Jesus knew the rules too. He had read Leviticus, had it taught to him from childhood. He wanted people to know that sometimes rules had to take second place to mercy, that there was no medical problem that would prevent him reaching out and touching a person who was suffering. He wanted people to know that sickness would never be a barrier between people and God. He wanted people to know that even things that had always been thought to make a person unclean were not a barrier to them receiving his healing touch. Jesus was not afraid of menstrual blood, any more than he was afraid of leprosy or any of the multitude of other illnesses that could make a person unclean. His touch neutralised the power of such things to separate a person from God.

I think Jesus was making another important point too, that women, in a society that regarded them as second class citizens, were equal to men, regardless of gynaecological realities. He loved them and valued them as much, not less, not more. He did not differentiate between them in the way that society did. He made a point of affirming this woman’s faith, in contrast to the somewhat disparaging remarks he had made about his own (male) disciples’ lack of faith just a short time before (during the storm on the lake). Jesus was setting an example, showing us the divine order of things, an order that humanity has so often forgotten, both then and now.

The faith of women is a strong theme in this chapter of Luke’s book. Though Jesus had chosen his “apostles” from among men, Luke is careful to point out that Jesus had female followers too. These were women from the extremes of life: from a young Mary Magdalene, previously demon possessed but liberated by Jesus, to a scorned prostitute whose life was transformed by Jesus’ acceptance and forgiveness, to a group of wealthy older women from the higher social classes who gave generously of their time and money. Then there was this woman, ostracised for years because of her chronic gynaecological problems, and a twelve year old girl, dearly loved but deathly sick, restored to life even as death had its claws in her.

The men in the chapter, apart perhaps from Jairus, do not come up as beacons of faith. The disciples, caught in a storm on the lake, were characterized by fear, not faith. The Pharisees, in their self righteousness smugness, were shamed by a sinful woman’s devotion.

The woman of this story could not stay hidden, and she could not hide her problem. In a sense she is no different to all of us. We go to great lengths to hide our problems, our sins, from the world, afraid that we will be ostracised or judged by our communities. None of us want our sins, our failures, our dirty little secrets, to be made public for the world to see.

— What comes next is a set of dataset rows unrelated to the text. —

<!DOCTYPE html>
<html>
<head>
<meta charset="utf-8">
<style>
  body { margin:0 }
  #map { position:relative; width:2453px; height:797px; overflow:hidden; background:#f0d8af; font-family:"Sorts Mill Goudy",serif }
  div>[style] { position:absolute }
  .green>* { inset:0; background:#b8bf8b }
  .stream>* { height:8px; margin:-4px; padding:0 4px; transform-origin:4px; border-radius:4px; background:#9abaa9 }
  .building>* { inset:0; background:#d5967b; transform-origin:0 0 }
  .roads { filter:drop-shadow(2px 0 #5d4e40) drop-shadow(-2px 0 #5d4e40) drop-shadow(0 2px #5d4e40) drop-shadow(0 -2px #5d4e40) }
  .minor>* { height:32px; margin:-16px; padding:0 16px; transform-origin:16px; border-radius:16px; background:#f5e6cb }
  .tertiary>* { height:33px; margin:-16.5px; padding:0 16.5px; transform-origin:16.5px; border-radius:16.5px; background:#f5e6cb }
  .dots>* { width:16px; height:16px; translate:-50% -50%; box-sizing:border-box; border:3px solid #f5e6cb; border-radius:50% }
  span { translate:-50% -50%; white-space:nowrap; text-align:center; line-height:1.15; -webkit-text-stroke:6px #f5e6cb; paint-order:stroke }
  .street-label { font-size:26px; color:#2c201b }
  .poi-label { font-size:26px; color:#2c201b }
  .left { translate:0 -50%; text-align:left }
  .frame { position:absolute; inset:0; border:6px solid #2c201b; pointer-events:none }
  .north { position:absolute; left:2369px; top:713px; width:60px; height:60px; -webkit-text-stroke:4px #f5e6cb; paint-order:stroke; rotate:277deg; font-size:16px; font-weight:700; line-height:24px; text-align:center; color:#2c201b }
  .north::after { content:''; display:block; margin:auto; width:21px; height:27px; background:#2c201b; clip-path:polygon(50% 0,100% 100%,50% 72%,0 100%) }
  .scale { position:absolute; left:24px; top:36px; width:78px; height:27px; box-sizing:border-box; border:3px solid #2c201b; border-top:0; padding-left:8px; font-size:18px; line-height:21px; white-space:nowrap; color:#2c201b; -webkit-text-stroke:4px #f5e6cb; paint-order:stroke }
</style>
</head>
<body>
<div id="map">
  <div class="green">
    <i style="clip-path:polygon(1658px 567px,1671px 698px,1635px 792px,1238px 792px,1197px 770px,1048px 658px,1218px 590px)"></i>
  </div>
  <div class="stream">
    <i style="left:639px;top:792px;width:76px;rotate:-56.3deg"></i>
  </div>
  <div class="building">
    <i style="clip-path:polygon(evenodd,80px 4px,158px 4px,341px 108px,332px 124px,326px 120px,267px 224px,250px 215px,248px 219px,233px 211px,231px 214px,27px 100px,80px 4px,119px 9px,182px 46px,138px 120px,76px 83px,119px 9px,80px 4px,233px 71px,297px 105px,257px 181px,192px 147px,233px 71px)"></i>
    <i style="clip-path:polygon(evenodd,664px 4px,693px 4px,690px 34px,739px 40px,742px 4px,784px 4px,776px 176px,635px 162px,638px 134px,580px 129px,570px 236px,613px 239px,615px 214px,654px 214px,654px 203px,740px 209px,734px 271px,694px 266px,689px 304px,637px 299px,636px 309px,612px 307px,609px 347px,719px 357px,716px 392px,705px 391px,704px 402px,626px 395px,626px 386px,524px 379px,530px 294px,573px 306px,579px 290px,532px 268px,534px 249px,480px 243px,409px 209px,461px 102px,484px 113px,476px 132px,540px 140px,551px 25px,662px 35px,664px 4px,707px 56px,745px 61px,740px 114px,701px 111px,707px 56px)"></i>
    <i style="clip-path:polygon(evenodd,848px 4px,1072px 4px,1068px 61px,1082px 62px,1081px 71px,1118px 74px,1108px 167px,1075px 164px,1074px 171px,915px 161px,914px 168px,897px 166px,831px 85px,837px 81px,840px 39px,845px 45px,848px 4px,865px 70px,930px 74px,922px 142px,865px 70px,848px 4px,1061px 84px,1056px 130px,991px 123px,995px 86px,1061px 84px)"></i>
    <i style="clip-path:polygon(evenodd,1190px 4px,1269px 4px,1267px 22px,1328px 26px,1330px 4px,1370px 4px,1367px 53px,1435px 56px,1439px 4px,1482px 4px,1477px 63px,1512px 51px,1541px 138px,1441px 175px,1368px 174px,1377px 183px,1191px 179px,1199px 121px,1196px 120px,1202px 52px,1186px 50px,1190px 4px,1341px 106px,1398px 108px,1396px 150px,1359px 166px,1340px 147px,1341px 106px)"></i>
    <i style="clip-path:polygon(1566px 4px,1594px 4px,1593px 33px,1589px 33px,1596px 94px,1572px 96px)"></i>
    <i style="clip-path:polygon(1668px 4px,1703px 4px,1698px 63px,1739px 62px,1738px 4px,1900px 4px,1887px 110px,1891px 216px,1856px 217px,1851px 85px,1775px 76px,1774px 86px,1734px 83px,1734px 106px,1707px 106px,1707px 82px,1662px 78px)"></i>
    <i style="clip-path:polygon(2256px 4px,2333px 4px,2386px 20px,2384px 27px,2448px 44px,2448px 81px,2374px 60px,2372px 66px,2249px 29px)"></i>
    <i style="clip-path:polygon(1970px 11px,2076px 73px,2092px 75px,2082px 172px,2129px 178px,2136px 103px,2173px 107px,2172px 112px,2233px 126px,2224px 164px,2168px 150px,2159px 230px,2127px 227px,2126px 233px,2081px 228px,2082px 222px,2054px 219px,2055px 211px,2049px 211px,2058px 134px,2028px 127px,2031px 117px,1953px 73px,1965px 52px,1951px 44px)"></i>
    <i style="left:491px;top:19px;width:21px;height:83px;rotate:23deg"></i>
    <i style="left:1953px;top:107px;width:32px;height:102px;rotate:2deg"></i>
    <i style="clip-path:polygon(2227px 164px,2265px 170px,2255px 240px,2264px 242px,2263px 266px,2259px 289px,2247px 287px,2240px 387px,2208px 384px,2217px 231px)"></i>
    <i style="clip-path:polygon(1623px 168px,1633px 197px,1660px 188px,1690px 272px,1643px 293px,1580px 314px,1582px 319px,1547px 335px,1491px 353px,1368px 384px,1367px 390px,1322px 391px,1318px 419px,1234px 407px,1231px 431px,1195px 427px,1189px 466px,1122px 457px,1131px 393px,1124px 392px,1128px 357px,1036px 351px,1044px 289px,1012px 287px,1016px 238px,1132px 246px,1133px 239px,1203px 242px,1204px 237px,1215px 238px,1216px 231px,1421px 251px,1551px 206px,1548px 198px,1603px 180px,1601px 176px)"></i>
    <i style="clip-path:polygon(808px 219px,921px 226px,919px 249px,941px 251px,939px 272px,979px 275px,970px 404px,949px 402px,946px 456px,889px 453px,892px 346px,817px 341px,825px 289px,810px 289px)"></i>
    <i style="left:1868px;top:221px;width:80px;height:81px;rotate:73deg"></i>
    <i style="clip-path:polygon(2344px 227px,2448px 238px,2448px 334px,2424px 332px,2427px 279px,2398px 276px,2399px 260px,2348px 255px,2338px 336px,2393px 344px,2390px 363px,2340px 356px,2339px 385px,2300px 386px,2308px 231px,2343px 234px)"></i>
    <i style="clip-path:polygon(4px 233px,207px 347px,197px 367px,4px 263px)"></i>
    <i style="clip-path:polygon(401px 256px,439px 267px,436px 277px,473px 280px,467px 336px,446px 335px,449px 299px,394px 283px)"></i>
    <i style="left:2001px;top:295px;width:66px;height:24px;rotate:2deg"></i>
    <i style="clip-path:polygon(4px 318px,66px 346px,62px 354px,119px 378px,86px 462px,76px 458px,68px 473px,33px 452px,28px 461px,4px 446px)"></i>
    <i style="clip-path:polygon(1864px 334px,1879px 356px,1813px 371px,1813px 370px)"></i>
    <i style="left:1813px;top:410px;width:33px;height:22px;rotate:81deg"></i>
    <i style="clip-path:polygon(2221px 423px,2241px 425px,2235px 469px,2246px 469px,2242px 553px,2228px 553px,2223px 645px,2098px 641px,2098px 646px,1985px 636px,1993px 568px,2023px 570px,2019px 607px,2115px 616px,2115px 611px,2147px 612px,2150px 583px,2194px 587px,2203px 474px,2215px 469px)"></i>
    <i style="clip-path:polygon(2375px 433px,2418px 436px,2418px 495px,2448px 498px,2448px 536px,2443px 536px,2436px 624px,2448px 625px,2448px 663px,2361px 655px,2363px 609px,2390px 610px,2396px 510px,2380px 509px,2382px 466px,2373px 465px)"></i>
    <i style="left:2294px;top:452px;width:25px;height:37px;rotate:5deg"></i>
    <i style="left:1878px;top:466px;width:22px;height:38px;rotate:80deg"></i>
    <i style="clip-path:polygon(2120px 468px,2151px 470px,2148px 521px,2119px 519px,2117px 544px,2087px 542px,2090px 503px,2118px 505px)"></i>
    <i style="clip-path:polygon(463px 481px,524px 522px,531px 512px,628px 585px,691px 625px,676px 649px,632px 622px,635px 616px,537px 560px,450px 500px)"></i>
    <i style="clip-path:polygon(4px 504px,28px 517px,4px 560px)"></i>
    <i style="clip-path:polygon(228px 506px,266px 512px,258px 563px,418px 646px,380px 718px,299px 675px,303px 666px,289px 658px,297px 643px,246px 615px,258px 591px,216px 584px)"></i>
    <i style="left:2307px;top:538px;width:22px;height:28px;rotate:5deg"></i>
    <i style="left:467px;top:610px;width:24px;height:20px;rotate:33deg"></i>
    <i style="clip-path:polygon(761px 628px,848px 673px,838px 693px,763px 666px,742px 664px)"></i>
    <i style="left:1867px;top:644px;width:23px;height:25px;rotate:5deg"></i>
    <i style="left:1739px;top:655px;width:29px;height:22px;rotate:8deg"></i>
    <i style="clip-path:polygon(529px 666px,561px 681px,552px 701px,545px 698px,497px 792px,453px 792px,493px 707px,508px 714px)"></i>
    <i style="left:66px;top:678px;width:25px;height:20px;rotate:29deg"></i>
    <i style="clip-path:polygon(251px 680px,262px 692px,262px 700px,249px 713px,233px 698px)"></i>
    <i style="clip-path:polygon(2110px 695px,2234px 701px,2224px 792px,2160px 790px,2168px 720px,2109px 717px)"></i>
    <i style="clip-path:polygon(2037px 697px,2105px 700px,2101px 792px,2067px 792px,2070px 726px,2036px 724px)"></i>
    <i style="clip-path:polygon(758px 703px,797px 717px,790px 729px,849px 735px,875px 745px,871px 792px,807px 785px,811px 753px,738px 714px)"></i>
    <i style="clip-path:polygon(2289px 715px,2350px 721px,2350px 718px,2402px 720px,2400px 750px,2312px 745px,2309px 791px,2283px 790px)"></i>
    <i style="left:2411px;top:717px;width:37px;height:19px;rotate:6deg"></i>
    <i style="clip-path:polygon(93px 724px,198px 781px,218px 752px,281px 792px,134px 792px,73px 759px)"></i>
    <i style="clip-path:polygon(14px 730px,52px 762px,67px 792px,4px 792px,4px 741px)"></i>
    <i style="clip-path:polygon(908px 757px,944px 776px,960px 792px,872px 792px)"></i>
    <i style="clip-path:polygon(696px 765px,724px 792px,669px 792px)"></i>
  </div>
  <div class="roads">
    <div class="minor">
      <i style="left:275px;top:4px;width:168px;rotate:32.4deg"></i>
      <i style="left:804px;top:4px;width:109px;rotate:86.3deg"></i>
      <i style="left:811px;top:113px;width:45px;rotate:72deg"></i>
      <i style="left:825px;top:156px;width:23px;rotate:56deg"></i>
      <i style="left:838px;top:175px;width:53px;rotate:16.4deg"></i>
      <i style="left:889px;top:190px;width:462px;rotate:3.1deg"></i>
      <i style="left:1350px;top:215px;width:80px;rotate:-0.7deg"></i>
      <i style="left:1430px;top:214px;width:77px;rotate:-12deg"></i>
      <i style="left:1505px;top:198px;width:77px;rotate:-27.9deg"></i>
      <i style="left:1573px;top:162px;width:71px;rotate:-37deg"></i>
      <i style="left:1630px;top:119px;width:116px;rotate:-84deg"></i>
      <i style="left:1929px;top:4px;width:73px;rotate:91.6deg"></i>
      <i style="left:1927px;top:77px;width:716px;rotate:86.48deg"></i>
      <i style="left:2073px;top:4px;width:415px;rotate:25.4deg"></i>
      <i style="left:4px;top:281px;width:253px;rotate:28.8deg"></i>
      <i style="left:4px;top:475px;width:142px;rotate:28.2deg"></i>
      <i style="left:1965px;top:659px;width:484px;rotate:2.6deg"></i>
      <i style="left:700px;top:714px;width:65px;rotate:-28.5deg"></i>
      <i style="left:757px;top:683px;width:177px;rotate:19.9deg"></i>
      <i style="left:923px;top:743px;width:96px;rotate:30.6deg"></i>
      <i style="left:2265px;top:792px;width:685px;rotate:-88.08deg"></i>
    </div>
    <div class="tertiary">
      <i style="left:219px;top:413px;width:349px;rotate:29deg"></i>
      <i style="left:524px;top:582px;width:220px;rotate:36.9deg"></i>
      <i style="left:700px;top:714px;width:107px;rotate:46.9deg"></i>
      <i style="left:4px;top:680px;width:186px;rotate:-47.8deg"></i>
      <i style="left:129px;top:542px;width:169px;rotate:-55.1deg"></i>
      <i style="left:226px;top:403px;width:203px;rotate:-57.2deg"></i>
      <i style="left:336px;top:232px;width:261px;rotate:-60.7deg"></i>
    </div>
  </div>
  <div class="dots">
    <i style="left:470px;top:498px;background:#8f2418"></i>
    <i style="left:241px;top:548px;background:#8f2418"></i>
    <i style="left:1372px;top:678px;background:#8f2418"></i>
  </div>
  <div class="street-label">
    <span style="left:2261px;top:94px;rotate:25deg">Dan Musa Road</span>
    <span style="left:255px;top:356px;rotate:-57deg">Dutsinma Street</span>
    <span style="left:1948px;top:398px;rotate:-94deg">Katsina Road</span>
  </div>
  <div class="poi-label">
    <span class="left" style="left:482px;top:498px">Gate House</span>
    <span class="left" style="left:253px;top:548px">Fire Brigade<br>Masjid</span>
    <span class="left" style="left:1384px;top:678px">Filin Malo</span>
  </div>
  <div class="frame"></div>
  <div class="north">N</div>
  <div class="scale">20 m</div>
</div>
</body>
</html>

We are expert at hiding our bad side and only presenting the scrubbed up, squeaky clean version of us to the world.

But when we come to Jesus we cannot stay hidden. We are forced to confess our failures, our sins, as much to ourselves as to Jesus. We are set free, released, healed, and we can go on our way rejoicing. But acknowledging what we really are, who we really are, is important if we are to grow and develop into the people he wants us to be.